Let’s compare the performance of RMSprop with standard gradient descent on a simple optimization problem.

Let me walk you through this step by step! Here’s how we can tackle this:

import numpy as np
import matplotlib.pyplot as plt

def objective_function(x):
    return x**2

def gradient(x):
    return 2*x

def optimize(optimizer, initial_x, iterations):
    x = initial_x
    trajectory = [x]
    for _ in range(iterations):
        grad = gradient(x)
        x = optimizer.update({'x': np.array([x])}, {'x': np.array([grad])})['x'][0]
        trajectory.append(x)
    return trajectory

class GradientDescent:
    def __init__(self, learning_rate=0.01):
        self.learning_rate = learning_rate

    def update(self, params, grads):
        for param_name in params:
            params[param_name] -= self.learning_rate * grads[param_name]
        return params

initial_x = 5.0
iterations = 50

gd_optimizer = GradientDescent(learning_rate=0.1)
rmsprop_optimizer = RMSprop(learning_rate=0.1)

gd_trajectory = optimize(gd_optimizer, initial_x, iterations)
rmsprop_trajectory = optimize(rmsprop_optimizer, initial_x, iterations)

plt.figure(figsize=(10, 6))
plt.plot(gd_trajectory, label='Gradient Descent')
plt.plot(rmsprop_trajectory, label='RMSprop')
plt.title('Optimization Comparison: Gradient Descent vs RMSprop')
plt.xlabel('Iterations')
plt.ylabel('Parameter Value')
plt.legend()
plt.show()

🚀 RMSprop in Neural Network Training - Made Simple!

Let’s implement a simple neural network and train it using our RMSprop optimizer.

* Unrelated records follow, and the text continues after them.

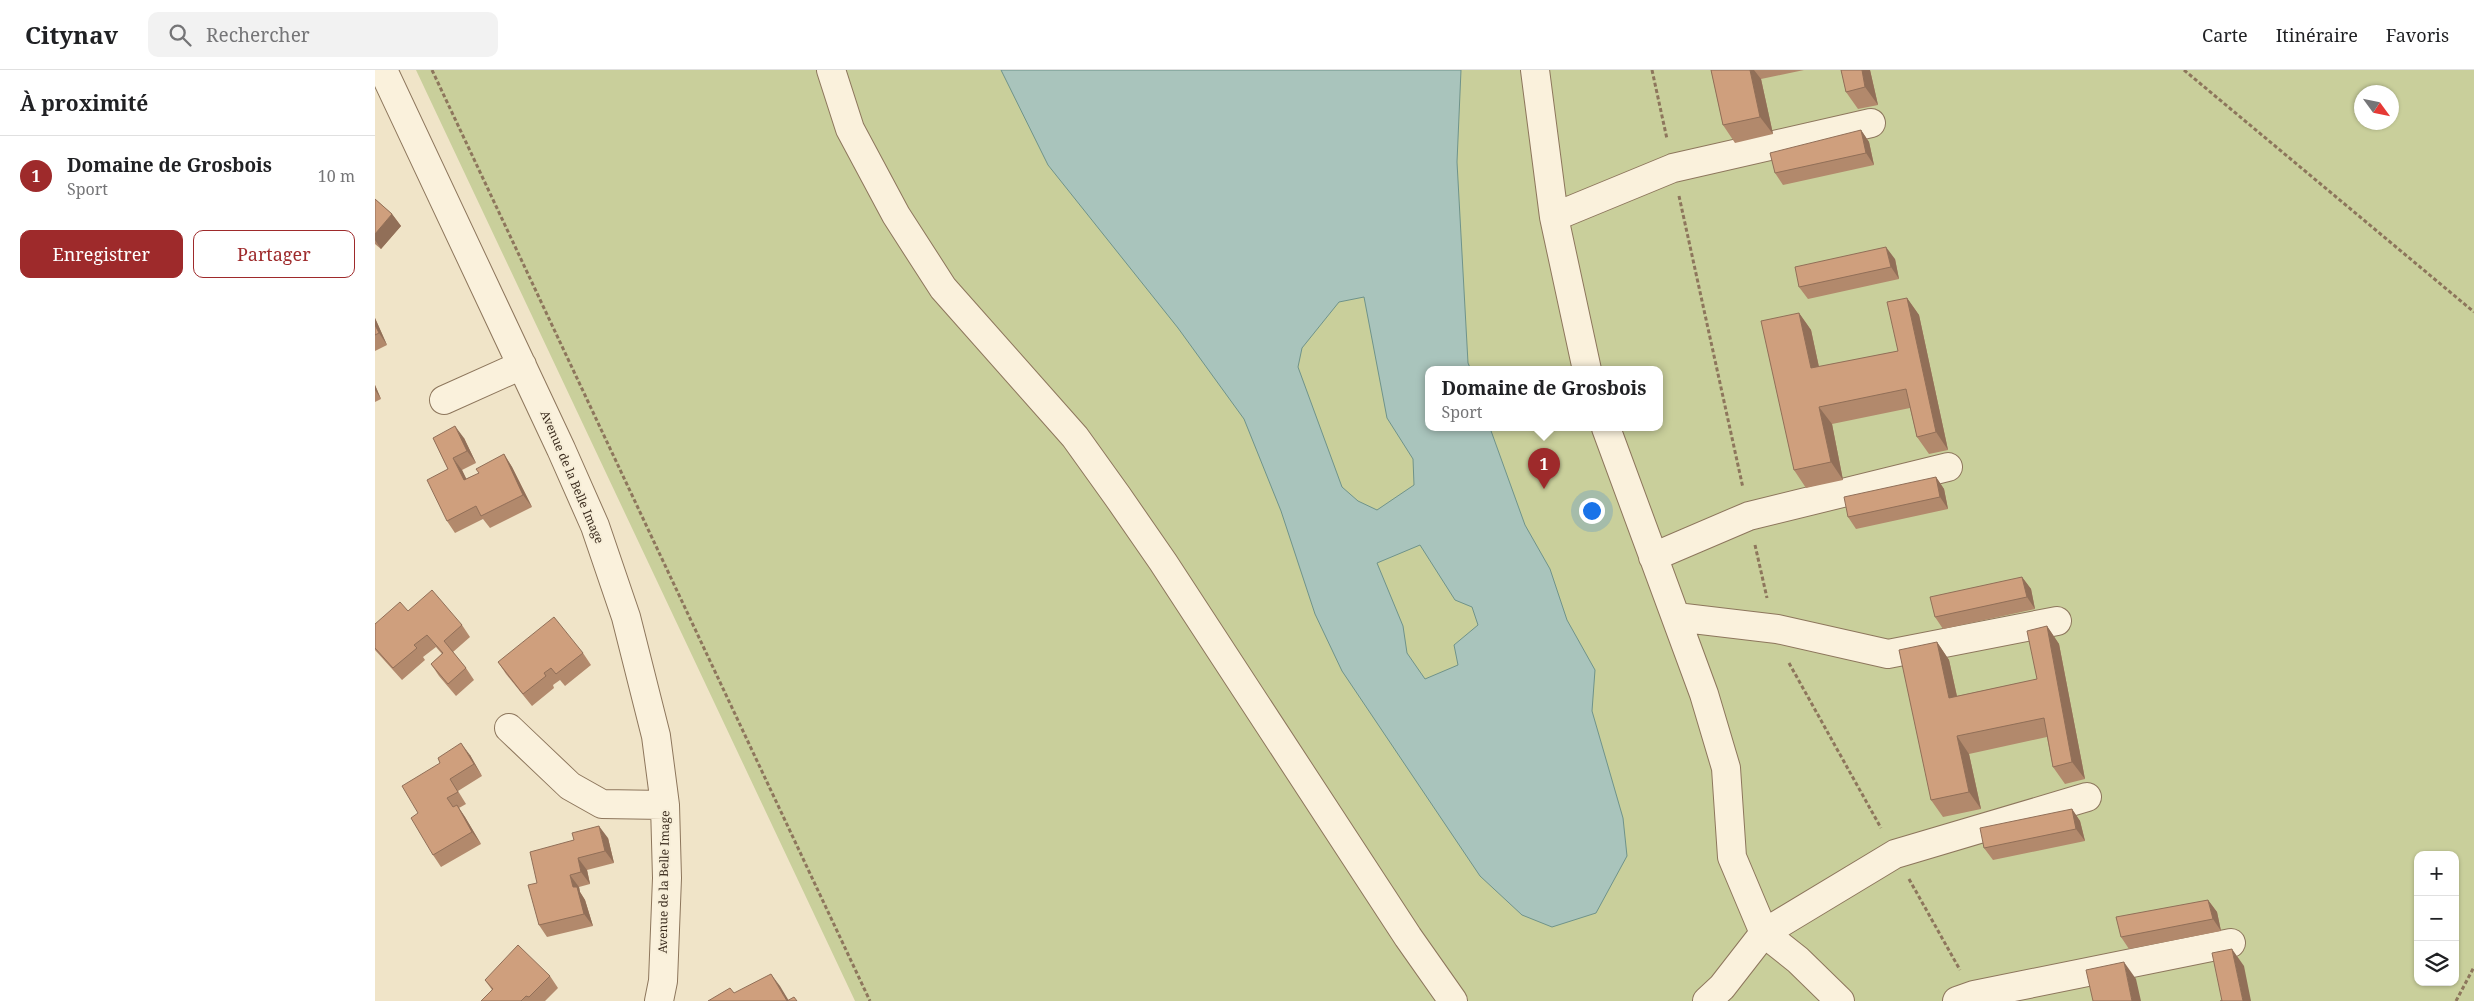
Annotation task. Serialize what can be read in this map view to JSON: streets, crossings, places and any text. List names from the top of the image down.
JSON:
{
  "streets": {
    "street": ["Avenue de la Belle Image"]
  },
  "north": "bottom right",
  "page": {
    "header": "Citynav",
    "search": "Rechercher",
    "nav": ["Carte", "Itinéraire", "Favoris"],
    "heading": "À proximité",
    "list": [
      {
        "mark": "1",
        "name": "Domaine de Grosbois",
        "note": "Sport",
        "value": "10 m"
      }
    ],
    "buttons": ["Enregistrer", "Partager"],
    "popup": ["Domaine de Grosbois", "Sport"],
    "pins": "1",
    "map_buttons": ["+", "−"]
  }
}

Let me walk you through this step by step! Here’s how we can tackle this:

import numpy as np

def sigmoid(x):
    return 1 / (1 + np.exp(-x))

def sigmoid_derivative(x):
    return x * (1 - x)

class NeuralNetwork:
    def __init__(self, input_size, hidden_size, output_size):
        self.w1 = np.random.randn(input_size, hidden_size)
        self.b1 = np.zeros((1, hidden_size))
        self.w2 = np.random.randn(hidden_size, output_size)
        self.b2 = np.zeros((1, output_size))

    def forward(self, X):
        self.z1 = np.dot(X, self.w1) + self.b1
        self.a1 = sigmoid(self.z1)
        self.z2 = np.dot(self.a1, self.w2) + self.b2
        self.a2 = sigmoid(self.z2)
        return self.a2

    def backward(self, X, y, output):
        self.dz2 = output - y
        self.dw2 = np.dot(self.a1.T, self.dz2)
        self.db2 = np.sum(self.dz2, axis=0, keepdims=True)
        self.dz1 = np.dot(self.dz2, self.w2.T) * sigmoid_derivative(self.a1)
        self.dw1 = np.dot(X.T, self.dz1)
        self.db1 = np.sum(self.dz1, axis=0)

    def get_params(self):
        return {'w1': self.w1, 'b1': self.b1, 'w2': self.w2, 'b2': self.b2}

    def set_params(self, params):
        self.w1, self.b1, self.w2, self.b2 = params['w1'], params['b1'], params['w2'], params['b2']

    def get_grads(self):
        return {'w1': self.dw1, 'b1': self.db1, 'w2': self.dw2, 'b2': self.db2}

# Training example
X = np.array([[0, 0, 1], [0, 1, 1], [1, 0, 1], [1, 1, 1]])
y = np.array([[0], [1], [1], [0]])

nn = NeuralNetwork(3, 4, 1)
optimizer = RMSprop(learning_rate=0.1)

for _ in range(10000):
    output = nn.forward(X)
    nn.backward(X, y, output)
    params = optimizer.update(nn.get_params(), nn.get_grads())
    nn.set_params(params)

print("Final output:", nn.forward(X))

🚀 Visualizing RMSprop Optimization - Made Simple!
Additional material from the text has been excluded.